• _What you will do_:
Every line of the records below that has the word "function" should be copied.

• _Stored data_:
::::
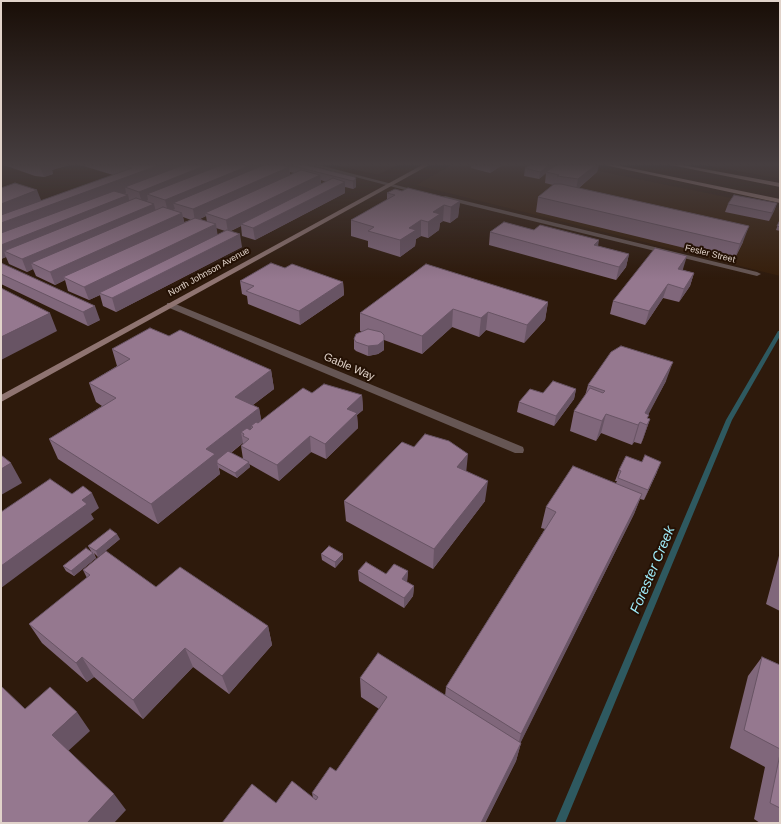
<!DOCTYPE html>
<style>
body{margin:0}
#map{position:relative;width:781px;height:824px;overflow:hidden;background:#2e1a0c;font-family:Arial,sans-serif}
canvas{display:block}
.frame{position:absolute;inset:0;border:2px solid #e1d3ca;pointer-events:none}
</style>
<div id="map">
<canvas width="781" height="824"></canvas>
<div class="frame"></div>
</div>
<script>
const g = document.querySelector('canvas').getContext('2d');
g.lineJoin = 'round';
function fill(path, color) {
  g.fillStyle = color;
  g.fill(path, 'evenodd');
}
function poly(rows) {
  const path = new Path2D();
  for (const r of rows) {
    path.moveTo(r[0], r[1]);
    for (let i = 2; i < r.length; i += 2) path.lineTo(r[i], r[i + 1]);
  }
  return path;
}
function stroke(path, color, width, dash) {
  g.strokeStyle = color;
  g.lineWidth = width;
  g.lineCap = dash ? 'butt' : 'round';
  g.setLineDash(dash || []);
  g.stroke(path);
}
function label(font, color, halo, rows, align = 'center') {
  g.font = font + ' Arial,sans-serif';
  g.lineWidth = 4;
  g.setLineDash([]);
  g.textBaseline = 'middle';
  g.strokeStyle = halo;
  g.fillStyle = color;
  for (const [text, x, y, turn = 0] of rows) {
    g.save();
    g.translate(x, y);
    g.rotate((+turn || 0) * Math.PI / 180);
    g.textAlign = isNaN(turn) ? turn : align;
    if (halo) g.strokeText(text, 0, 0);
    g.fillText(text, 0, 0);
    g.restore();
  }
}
const built = poly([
 [331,164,399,164,378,175],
 [453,164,565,164,780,208,780,276,416,185],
 [700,164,780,164,780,179]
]);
const stream = poly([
 [778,331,780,331,780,336,732,420,565,823,555,823,726,420,778,331]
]);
const street = poly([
 [306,164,315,164,423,192,420,194,306,164],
 [445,196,757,272,761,274,757,276,443,199,442,198,445,196],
 [167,303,173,303,523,447,524,450,523,453,515,453,167,307,167,303]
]);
const secondary = poly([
 [424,164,431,164,1,402,1,395,424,164]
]);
const primary = poly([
 [600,164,611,164,780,199,780,203,600,164],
 [666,164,677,164,780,183,780,187,666,164]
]);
const wall = poly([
 [1,164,69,164,69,165,52,170,53,174,44,177,35,176],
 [77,164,302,164,355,177,356,187,353,189,345,187,345,193,255,240,242,236,241,226,231,231,242,247,116,312,103,306,100,295,89,300,68,291,65,280,55,285,36,276,33,269,27,272,9,264,6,257,1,259,1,188,41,201,113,175],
 [290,172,294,173,290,175],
 [321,180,326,182,321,184],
 [206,216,207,222,200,219],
 [183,217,191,220,184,222],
 [216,228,225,231,217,235],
 [471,164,504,164,490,173,471,168],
 [532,164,555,164,554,166,558,164,599,164,597,172,579,188,743,242,734,260,536,212,538,197,553,185,545,183,546,173,539,179,524,176,525,168],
 [402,191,460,201,458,217,450,223,443,221,440,223,439,230,428,238,421,236,416,239,415,246,400,257,368,247,368,241,351,236,351,220,387,200,387,193],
 [777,203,774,211,769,221,725,212,728,204],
 [779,222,780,222,780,231,776,230],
 [490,232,598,246,629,254,626,267,616,280,489,245],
 [1,263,100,320,88,326,1,284],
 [285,268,343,282,344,295,300,325,248,304,247,296,242,294,240,281],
 [683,269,683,270,694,273,690,286,679,302,663,298,645,325,610,314,613,301],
 [548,302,545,320,524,343,486,330,479,337,452,327,422,354,384,340,384,350,378,354,368,356,356,351,354,349,354,339,362,331,360,331,360,313],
 [169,336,271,370,274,389,253,405,259,408,261,421,312,393,362,395,363,410,357,415,358,428,326,459,311,452,279,481,249,464,250,467,237,478,219,468,220,474,158,524,58,459,49,439,102,406,96,402,89,383,117,366,112,349],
 [243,443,243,444,241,446,243,459,231,453],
 [666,381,648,414,648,419,650,419,643,439,641,444,634,442,632,445,601,433,596,441,570,431,574,411,585,396,588,385],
 [576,389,574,399,554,426,517,412,519,402,543,393],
 [619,470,657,472,644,500,640,499,634,514,520,743,521,743,516,761,485,823,276,803,313,798,312,793,336,771,379,709,361,697,360,678,445,696,446,687,545,529,541,528,546,507,616,483,617,481,615,481],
 [466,471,485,501,433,569,346,521,344,501],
 [120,539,98,557,94,553,96,558,74,576,66,571,63,566,91,551,88,546],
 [780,552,780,611,766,604],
 [321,554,343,559,335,568,322,560],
 [83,570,156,587,268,626,272,645,229,694,193,667,143,719,94,677,87,682,42,643,29,624,87,578],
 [358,571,386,574,408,571,407,582,414,586,413,596,404,608,359,581],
 [762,657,780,665,780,823,760,823,754,819,765,767,730,748,748,676]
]);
const shadedWall = poly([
 [39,164,69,164,69,165,52,170,53,174,44,177],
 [162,164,203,164,125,187,126,193,1,241,1,223],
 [209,164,238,164,147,194,148,200,142,203,139,192],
 [253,164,263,164,263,171,173,203,175,209,168,212,165,200],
 [493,164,504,164,490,173,491,165],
 [550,164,555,164,554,168,546,172,546,173,539,179,540,172],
 [595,164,599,164,597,172,576,190,578,179],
 [289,167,290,178,205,213,206,216,195,221,193,209],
 [320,175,321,186,241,224,241,226,228,232,226,220],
 [356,179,356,187,353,189,353,181],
 [345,182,345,193,255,240,253,228],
 [37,190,43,205,1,222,1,204],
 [128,195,131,207,4,251,6,257,1,259,1,245],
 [460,201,458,217,450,223,451,207],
 [777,203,774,211,769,221,772,213],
 [154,204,157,216,31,263,33,269,27,272,22,259],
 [444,205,443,221,440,223,439,230,428,238,428,222,433,212],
 [182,213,185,225,63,277,65,280,55,285,50,272],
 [421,220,421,236,416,239,415,246,400,257,400,240,409,228],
 [216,224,218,237,99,293,100,295,89,300,84,287],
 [749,226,743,242,734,260,740,244],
 [240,234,242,247,116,312,112,298],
 [599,240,597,253,594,245],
 [629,254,626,267,616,280,619,267],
 [687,256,683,269,674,282,678,269],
 [694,273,690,286,679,302,684,289],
 [343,282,344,295,300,325,299,311],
 [668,284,663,298,645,325,649,311],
 [548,302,545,320,524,343,527,325],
 [95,306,100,320,88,326,83,312],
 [453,309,452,327,422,354,422,336],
 [488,312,486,330,479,337,481,318],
 [50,313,57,331,1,360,1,337],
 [384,340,384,350,378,354,368,356,368,346],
 [673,362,666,381,644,423,645,413],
 [271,370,274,389,238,416,235,397],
 [576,389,574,399,554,426,556,416],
 [362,395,363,410,357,415,358,428,326,459,325,444,347,409],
 [259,408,263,428,253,427,251,426,253,436,244,434,241,432,243,443,217,463,220,474,158,524,151,504,206,449],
 [606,414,601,433,596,441,602,421],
 [650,419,643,439,641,444,647,425],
 [640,422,634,442,632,445,638,425],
 [310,436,311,452,279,481,277,465],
 [468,454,466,474,457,467],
 [249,462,250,467,237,478,235,473],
 [661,462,657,472,644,500,648,490],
 [11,463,22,483,1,495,1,469],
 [488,481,485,501,433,569,434,549],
 [92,493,99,508,91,514,94,519,1,588,1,566,82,500],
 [642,494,634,514,516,752,521,734],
 [117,534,120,539,98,557,96,551],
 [93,553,96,558,74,576,71,571],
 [343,554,343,559,335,568,335,562],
 [408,571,407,582,401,590,402,579],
 [414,586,413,596,404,608,404,598],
 [268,626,272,645,229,694,222,676],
 [185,648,193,667,143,719,133,700],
 [82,657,94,677,87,682,76,663],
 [77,712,90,731,66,753,52,735],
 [521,743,516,761,485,823,481,823],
 [114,794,126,810,114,823,87,823]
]);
const building = poly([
 [119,164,162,164,1,223,1,215,132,168,119,164],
 [186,164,209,164,139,192,125,187,186,164],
 [224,164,253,164,165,200,147,194,224,164],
 [266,164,277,164,289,167,193,209,173,203,266,164],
 [285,164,302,164,355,177,356,179,353,181,285,164],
 [484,164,493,164,491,165,484,164],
 [532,164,550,164,540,172,525,168,532,164],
 [558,164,597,164,578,179,557,176,559,175,546,172,558,164],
 [301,170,320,175,226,220,205,213,301,170],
 [333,178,345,182,253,228,241,224,333,178],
 [15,183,37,190,1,204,1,188,15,183],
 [554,184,561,184,749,226,740,244,538,197,554,184],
 [408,188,460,201,451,207,444,205,433,212,440,214,428,222,421,220,409,228,416,230,400,240,368,231,374,227,351,220,395,195,387,193,395,189,402,191,408,188],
 [114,191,128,195,1,245,1,233,114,191],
 [734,195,777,203,772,213,728,204,734,195],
 [136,198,154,204,22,259,4,251,136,198],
 [163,207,182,213,50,272,31,263,163,207],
 [195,218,216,224,84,287,63,277,195,218],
 [504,222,534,230,540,225,599,240,594,245,629,254,619,267,490,232,504,222],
 [779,222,780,222,780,227,777,226,779,222],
 [227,230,240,234,112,298,99,293,227,230],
 [655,248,687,256,678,269,694,273,684,289,668,284,649,311,613,301,655,248],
 [1,263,95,306,83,312,1,274,1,263],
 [271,263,285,268,292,264,343,282,299,311,246,291,254,286,240,281,271,263],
 [426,264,548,302,527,325,488,312,481,318,453,309,422,336,360,313,426,264],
 [1,288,50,313,1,337,1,288],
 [150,328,169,336,180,330,271,370,235,397,259,408,206,449,215,454,151,504,49,439,116,398,89,383,130,359,112,349,150,328],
 [368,329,381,332,384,335,384,340,378,345,368,346,356,342,354,339,356,334,368,329],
 [621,346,673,362,645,413,649,415,647,418,650,419,647,425,640,422,638,425,606,414,602,421,574,411,590,388,603,393,605,391,588,385,611,352,621,346],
 [553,381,576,389,556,416,519,402,530,389,543,393,553,381],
 [324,384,362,395,347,409,357,413,325,444,310,436,277,465,241,446,249,439,243,436,244,434,241,432,247,428,250,430,253,427,251,426,256,422,258,423,303,388,312,393,324,384],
 [425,434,449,441,468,454,457,467,488,481,434,549,344,501,402,442,414,447,425,434],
 [228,451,249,462,235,473,217,463,217,460,228,451],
 [1,455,11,463,1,469,1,455],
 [645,455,661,462,648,490,618,478,621,471,619,470,626,456,642,462,645,455],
 [573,466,642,494,521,734,446,687,556,512,546,507,573,466],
 [50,479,72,494,83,486,92,493,82,500,87,504,1,566,1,512,50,479],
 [110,529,117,534,96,551,88,546,110,529],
 [329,546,343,554,335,562,321,554,329,546],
 [86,548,93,553,71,571,63,566,86,548],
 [106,551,156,587,180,567,268,626,222,676,185,648,133,700,82,657,76,663,29,624,90,575,83,570,106,551],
 [366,562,386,574,394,564,408,571,402,579,414,586,404,598,358,571,366,562],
 [378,653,521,743,481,823,222,823,252,784,276,803,292,781,316,800,318,797,312,793,330,767,336,771,387,697,360,678,378,653],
 [762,657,780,665,780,749,744,730,762,657],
 [1,686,25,709,50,687,77,712,52,735,114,794,87,823,1,823,1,686],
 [780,754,780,808,770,803,780,754]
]);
const farStreetnames = [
 ["Fesler Street",710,254,14],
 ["North Johnson Avenue",209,272,-29]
];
const streetNames = [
 ["Gable Way",349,367,23]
];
const nearWaternames = [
 ["Forester Creek",653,570,-67]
];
fill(built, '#361e0a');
fill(stream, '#2e5960');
fill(street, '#665654');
fill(secondary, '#8f7471');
fill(primary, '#ae8c88');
fill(wall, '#80677b');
fill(shadedWall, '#685464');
fill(building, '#95788f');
stroke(building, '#685464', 1);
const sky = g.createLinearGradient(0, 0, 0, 279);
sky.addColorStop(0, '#190e07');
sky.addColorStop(0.59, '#463e40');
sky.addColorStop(1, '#463e4000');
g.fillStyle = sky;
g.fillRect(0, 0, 781, 279);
label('9px', '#e1d3ca', '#241104', farStreetnames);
label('11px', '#e1d3ca', '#241104', streetNames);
label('italic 14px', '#a0eefc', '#241104', nearWaternames);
</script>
::::
• _Solved exercise_:
function fill(path, color) {
function poly(rows) {
function stroke(path, color, width, dash) {
function label(font, color, halo, rows, align = 'center') {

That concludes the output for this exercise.